Work to complete
Only the lines below between the ones containing "width:72px; height:72px; display:grid;" and "position:absolute; left:887px; top:24px;", inclusive, are to be reproduced, each exactly as it stands.
*** Opening Records provided ***
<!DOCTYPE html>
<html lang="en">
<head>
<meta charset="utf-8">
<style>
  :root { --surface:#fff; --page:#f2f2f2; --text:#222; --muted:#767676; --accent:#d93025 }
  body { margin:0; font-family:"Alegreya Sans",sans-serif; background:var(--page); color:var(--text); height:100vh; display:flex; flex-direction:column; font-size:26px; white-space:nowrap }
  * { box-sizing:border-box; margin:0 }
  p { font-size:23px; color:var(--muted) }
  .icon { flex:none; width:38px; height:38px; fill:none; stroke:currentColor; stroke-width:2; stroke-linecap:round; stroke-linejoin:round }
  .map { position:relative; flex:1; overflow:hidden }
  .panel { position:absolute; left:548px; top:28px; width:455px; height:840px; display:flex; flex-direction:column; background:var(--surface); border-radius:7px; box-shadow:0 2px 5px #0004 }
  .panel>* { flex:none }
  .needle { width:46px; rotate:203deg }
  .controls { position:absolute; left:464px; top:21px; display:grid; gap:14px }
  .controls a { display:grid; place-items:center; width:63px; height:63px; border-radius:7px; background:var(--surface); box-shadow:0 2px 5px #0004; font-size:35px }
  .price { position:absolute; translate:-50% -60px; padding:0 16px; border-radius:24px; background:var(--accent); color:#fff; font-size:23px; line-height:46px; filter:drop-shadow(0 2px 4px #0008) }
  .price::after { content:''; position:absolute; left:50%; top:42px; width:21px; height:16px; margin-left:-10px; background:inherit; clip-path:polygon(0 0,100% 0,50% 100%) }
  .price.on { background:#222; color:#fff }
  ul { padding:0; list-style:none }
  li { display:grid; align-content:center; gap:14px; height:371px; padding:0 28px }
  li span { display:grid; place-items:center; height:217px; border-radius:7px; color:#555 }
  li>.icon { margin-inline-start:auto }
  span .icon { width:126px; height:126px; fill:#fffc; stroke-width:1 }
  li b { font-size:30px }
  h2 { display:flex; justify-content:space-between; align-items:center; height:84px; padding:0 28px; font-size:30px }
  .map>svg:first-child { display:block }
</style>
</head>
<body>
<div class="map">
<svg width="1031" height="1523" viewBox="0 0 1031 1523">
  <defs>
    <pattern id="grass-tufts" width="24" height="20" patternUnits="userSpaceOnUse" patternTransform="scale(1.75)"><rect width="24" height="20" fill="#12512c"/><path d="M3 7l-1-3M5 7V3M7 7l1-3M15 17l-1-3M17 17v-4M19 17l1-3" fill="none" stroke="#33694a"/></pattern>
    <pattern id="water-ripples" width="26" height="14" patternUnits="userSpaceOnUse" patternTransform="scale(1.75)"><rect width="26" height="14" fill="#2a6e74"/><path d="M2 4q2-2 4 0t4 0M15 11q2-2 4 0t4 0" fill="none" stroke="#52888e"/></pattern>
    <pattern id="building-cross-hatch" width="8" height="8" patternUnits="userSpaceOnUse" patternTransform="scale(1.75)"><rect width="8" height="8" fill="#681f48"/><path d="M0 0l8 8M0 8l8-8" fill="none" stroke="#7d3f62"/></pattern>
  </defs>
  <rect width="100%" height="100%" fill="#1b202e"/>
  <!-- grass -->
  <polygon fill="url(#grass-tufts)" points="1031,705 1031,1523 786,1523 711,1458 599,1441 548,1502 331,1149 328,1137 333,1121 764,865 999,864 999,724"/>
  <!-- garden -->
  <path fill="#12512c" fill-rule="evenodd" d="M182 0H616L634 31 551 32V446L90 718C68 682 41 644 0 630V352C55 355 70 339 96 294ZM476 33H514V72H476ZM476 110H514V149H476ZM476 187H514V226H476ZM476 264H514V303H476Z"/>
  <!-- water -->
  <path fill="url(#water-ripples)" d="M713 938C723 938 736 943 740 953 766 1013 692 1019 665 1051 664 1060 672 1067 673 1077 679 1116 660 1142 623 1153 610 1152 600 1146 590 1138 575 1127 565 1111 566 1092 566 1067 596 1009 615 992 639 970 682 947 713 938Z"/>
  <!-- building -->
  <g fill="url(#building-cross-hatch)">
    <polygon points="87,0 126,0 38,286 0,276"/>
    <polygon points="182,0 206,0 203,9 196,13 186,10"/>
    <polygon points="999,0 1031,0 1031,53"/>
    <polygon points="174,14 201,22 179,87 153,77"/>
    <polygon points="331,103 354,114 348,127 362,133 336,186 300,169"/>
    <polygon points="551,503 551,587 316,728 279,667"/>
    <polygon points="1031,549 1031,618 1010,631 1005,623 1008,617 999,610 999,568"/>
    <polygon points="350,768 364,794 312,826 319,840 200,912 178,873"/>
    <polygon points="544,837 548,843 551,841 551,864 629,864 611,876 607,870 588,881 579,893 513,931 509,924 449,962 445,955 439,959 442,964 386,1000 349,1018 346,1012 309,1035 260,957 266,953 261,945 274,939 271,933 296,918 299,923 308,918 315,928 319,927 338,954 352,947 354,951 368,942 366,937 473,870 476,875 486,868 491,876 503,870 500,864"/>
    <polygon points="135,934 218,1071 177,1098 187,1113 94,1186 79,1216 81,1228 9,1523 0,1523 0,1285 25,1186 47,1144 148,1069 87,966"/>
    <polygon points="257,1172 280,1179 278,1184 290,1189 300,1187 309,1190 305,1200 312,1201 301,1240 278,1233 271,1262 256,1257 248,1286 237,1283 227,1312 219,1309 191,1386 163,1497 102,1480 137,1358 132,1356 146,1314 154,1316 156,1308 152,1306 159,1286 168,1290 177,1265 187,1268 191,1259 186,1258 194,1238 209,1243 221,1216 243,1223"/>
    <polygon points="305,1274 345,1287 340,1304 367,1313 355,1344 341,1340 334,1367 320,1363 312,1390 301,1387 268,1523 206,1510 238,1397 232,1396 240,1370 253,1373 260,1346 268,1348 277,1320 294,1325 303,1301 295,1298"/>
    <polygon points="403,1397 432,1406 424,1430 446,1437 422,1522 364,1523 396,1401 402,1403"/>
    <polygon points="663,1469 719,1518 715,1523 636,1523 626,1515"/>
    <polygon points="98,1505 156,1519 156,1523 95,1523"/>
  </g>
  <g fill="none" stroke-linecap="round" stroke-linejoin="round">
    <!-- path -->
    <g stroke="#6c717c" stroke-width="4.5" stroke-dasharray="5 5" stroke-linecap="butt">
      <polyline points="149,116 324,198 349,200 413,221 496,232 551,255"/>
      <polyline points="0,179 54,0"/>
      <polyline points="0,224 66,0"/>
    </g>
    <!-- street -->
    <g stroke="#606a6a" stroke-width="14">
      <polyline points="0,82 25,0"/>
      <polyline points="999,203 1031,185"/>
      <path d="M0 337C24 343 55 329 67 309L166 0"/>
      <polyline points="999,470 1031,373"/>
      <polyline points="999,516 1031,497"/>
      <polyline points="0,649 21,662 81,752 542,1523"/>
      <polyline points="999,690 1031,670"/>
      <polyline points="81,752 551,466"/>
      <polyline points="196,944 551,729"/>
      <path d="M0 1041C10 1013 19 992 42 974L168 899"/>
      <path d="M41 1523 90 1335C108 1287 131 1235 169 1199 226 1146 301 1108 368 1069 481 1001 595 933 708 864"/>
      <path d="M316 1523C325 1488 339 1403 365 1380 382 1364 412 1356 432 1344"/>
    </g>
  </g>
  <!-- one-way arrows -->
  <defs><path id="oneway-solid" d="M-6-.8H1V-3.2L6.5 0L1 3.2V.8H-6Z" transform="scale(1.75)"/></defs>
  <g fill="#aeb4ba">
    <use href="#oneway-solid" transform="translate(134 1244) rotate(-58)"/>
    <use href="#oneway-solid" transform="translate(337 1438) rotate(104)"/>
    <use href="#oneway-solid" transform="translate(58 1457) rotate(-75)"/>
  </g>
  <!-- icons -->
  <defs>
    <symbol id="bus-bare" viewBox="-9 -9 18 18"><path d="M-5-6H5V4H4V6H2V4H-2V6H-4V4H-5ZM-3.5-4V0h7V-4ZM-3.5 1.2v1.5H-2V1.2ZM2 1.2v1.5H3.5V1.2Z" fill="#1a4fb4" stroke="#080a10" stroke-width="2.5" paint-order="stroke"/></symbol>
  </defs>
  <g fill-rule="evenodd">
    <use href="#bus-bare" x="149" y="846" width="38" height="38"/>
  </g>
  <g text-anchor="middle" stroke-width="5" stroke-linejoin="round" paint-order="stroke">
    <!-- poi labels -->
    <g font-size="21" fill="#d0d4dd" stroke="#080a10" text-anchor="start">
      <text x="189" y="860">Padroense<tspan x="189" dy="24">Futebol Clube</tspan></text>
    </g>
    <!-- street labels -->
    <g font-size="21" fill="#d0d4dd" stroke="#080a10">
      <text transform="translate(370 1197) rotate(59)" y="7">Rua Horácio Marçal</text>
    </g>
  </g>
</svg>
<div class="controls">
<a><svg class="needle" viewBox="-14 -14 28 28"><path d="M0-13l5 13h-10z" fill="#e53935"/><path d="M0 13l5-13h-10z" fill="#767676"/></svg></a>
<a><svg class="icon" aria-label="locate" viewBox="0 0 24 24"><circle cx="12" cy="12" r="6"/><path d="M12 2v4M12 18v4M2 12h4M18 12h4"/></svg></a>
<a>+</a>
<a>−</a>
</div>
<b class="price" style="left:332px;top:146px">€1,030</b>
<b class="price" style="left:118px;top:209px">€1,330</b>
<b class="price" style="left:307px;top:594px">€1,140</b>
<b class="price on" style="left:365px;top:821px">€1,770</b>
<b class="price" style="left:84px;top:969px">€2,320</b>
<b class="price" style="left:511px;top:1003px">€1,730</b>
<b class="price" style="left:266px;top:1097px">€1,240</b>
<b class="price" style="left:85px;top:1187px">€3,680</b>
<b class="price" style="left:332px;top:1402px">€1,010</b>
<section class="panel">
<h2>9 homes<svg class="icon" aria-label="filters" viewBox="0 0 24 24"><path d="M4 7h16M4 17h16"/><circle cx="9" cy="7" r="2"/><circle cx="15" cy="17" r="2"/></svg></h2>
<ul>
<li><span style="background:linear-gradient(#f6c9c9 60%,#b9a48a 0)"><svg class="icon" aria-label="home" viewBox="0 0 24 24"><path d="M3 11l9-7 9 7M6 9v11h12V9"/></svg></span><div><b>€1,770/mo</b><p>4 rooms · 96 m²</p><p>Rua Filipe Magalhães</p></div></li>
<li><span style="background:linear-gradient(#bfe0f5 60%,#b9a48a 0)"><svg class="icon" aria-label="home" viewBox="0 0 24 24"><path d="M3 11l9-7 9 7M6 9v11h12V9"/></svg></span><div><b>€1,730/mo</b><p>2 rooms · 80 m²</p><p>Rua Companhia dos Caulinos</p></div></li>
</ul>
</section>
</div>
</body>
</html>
*** Closing Records provided ***
*** Opening Records provided ***
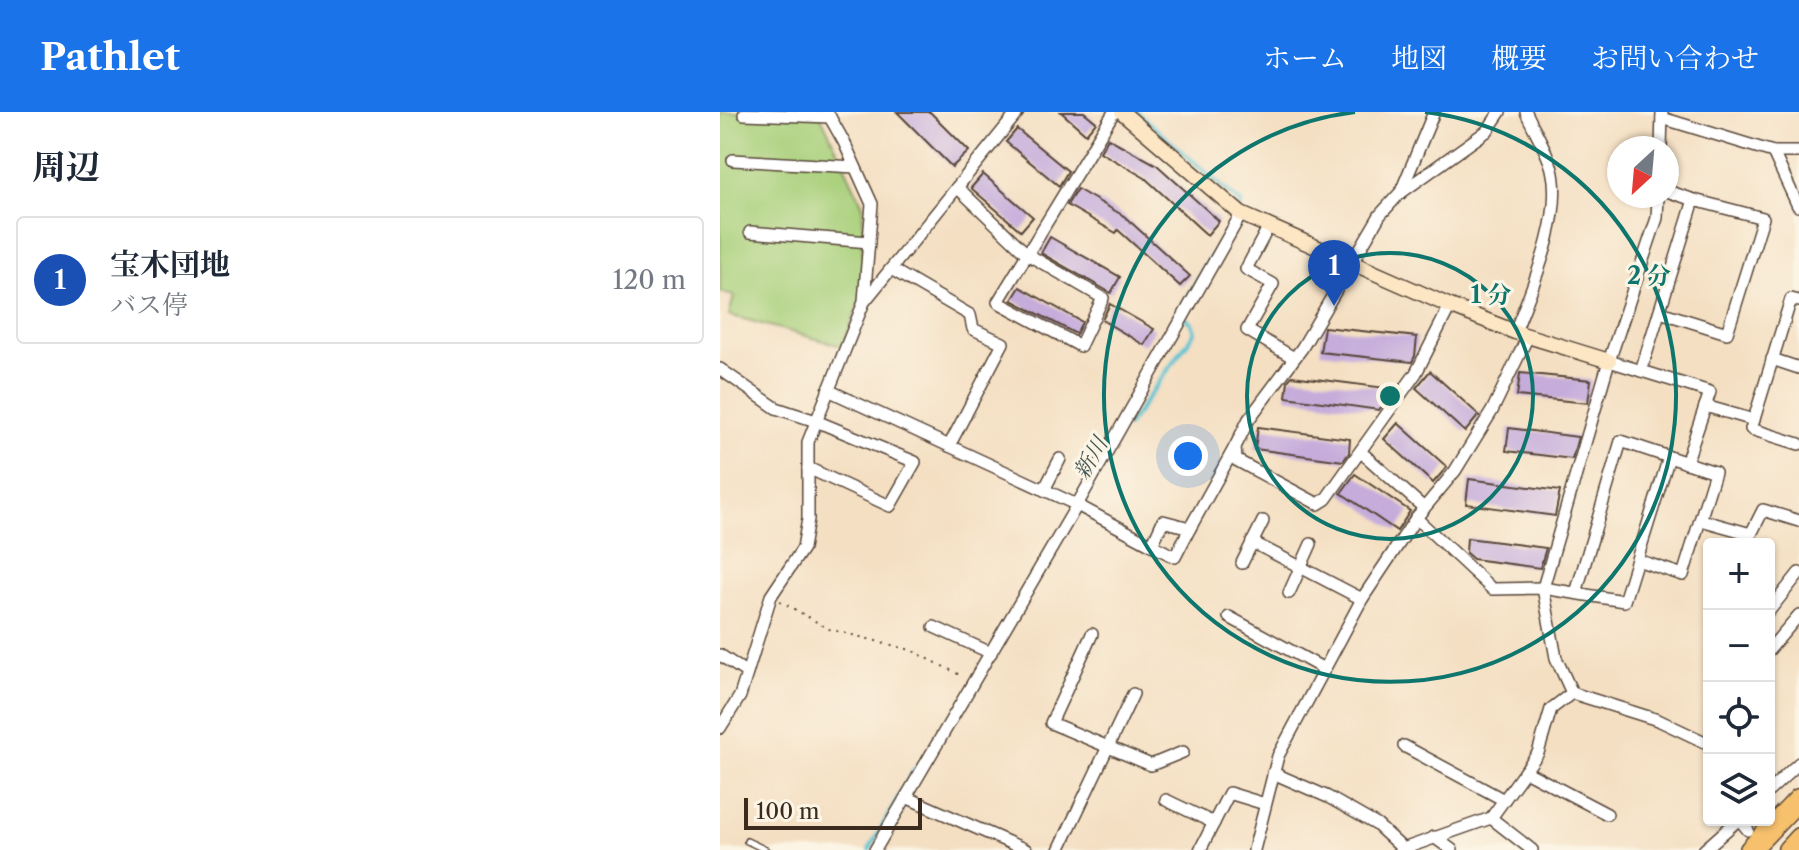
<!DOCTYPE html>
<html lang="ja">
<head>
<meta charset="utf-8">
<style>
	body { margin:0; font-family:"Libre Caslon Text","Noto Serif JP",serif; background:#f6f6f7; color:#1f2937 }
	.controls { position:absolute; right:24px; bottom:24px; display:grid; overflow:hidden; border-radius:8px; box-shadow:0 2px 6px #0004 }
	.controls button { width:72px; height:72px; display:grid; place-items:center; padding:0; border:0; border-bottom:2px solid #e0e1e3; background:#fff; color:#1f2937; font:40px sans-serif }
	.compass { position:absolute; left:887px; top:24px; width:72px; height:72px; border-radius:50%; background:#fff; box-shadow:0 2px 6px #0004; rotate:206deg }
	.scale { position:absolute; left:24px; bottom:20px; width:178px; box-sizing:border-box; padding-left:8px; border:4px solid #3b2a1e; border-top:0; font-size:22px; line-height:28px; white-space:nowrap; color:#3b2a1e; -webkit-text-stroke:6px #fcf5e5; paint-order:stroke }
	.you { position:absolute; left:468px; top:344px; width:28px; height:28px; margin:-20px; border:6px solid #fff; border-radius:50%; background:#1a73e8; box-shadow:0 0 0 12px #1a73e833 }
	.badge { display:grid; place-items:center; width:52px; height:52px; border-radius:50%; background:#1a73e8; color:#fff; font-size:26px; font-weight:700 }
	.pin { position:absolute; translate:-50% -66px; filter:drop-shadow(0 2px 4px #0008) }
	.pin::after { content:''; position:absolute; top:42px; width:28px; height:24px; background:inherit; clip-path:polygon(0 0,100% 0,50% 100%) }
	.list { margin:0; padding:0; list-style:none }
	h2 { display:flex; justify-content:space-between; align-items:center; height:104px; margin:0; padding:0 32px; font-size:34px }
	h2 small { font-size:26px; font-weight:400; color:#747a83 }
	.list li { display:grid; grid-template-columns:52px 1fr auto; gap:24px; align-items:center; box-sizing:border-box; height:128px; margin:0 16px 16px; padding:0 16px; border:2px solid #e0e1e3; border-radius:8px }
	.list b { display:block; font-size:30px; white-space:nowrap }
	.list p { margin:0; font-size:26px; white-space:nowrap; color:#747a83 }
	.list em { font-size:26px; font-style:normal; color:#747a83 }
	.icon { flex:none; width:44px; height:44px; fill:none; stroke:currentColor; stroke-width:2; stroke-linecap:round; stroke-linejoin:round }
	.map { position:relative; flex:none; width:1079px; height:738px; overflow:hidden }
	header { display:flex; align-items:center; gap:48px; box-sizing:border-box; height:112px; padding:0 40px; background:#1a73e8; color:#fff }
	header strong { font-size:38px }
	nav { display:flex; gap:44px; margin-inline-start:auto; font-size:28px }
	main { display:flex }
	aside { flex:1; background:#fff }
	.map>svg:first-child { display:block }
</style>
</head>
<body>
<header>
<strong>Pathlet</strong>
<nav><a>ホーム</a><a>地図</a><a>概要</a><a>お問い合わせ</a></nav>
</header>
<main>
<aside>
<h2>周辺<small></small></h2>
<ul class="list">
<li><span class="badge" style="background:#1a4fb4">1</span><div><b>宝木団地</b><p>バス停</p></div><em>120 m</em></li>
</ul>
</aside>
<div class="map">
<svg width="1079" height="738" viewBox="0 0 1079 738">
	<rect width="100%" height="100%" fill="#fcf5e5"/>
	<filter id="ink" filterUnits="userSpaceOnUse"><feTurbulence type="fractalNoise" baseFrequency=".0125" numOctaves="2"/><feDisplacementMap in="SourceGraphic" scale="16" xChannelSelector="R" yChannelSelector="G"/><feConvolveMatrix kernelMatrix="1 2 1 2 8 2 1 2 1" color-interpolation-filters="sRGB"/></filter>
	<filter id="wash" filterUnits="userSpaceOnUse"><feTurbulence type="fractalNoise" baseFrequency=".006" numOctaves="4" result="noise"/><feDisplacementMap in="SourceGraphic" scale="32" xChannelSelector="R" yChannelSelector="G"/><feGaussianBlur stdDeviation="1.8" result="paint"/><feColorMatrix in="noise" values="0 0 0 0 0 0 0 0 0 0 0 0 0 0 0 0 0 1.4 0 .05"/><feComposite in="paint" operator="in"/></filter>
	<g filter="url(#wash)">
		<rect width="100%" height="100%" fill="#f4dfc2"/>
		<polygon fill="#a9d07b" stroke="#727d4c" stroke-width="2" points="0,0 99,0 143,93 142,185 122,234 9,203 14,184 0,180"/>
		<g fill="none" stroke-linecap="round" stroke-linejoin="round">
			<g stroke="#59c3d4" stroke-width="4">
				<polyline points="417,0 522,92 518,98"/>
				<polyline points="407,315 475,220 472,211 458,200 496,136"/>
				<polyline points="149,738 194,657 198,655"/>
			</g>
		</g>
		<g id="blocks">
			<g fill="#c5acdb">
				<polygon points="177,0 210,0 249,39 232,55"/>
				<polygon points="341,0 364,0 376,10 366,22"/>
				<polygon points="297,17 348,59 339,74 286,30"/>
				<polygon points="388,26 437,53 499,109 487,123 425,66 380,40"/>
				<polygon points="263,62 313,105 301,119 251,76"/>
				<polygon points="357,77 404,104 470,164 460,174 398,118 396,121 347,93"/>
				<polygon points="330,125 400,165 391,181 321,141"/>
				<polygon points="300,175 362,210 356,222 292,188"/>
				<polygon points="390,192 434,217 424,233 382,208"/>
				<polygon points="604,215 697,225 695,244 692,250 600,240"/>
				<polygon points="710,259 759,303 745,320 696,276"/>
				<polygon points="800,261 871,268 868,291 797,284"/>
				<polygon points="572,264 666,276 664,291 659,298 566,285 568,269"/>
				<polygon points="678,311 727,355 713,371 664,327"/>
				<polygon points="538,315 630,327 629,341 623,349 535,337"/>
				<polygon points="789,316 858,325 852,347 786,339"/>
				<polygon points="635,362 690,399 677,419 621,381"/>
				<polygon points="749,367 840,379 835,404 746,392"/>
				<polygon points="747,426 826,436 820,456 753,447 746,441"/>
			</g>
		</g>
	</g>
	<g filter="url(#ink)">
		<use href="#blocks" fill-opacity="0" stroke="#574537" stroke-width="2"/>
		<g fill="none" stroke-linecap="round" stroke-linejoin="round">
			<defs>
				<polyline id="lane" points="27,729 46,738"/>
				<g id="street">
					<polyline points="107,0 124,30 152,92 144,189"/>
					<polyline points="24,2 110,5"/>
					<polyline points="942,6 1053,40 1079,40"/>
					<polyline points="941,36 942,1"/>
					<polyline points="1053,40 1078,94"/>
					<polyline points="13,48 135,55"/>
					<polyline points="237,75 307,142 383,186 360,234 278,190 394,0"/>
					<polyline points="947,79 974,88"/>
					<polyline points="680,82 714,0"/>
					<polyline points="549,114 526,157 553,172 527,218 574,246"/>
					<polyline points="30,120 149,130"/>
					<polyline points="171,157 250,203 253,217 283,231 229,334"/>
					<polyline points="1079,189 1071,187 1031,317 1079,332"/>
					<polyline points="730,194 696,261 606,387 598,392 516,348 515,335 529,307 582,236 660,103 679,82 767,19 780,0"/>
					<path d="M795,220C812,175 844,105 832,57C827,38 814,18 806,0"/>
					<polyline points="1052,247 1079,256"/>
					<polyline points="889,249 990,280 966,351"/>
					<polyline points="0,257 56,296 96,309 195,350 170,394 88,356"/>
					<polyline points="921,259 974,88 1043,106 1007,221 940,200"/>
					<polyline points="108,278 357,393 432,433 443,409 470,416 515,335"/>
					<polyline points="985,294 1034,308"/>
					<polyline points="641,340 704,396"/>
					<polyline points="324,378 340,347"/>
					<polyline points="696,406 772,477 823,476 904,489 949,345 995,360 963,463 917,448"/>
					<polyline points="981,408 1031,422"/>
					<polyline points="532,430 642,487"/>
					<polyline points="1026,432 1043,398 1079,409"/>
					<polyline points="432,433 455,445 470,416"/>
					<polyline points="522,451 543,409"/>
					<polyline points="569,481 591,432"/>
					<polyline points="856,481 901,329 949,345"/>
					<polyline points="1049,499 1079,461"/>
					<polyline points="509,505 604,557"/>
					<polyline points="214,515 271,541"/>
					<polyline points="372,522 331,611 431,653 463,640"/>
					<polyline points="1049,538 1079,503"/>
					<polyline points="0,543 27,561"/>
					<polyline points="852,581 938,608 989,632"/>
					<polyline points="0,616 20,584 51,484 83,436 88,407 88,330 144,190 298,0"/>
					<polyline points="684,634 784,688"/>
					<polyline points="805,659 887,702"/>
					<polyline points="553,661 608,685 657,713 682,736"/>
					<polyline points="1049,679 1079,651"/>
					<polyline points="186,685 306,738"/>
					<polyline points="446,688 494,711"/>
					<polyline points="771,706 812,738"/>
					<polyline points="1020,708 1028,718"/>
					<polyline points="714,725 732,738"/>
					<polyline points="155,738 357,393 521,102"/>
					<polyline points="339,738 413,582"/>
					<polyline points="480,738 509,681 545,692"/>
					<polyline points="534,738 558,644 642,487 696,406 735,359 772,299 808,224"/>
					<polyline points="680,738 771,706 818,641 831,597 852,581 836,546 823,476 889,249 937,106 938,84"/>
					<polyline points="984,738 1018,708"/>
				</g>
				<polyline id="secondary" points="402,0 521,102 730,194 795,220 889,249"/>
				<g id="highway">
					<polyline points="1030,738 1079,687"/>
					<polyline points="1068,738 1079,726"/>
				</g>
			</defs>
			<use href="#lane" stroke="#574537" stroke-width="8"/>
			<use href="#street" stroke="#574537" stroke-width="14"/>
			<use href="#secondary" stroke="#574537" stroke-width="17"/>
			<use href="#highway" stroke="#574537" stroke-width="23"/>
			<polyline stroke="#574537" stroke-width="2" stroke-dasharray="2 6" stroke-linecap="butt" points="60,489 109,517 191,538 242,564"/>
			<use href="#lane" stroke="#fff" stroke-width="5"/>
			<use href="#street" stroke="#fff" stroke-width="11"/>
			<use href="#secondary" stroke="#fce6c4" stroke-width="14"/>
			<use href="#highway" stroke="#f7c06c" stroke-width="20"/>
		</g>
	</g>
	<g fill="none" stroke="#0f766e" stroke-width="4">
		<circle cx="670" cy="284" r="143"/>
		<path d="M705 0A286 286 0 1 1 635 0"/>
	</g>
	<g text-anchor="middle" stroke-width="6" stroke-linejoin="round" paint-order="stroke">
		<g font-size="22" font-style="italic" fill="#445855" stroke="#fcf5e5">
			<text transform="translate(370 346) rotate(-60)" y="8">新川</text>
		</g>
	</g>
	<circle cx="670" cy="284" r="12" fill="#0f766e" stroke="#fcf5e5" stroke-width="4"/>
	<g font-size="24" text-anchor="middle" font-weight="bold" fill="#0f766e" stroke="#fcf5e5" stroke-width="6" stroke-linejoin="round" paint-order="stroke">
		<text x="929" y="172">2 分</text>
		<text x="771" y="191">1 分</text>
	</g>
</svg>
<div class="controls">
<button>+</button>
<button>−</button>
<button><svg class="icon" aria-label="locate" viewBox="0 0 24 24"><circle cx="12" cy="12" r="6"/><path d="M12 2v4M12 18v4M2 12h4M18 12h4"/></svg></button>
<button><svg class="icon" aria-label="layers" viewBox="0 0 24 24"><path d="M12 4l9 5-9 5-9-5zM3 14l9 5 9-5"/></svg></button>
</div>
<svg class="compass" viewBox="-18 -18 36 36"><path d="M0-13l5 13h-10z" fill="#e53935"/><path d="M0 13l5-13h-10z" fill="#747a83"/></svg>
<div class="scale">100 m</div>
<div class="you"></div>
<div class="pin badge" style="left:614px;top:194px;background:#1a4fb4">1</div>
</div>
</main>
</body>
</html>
*** Closing Records provided ***
Reply to the exercise
	.controls button { width:72px; height:72px; display:grid; place-items:center; padding:0; border:0; border-bottom:2px solid #e0e1e3; background:#fff; color:#1f2937; font:40px sans-serif }
	.compass { position:absolute; left:887px; top:24px; width:72px; height:72px; border-radius:50%; background:#fff; box-shadow:0 2px 6px #0004; rotate:206deg }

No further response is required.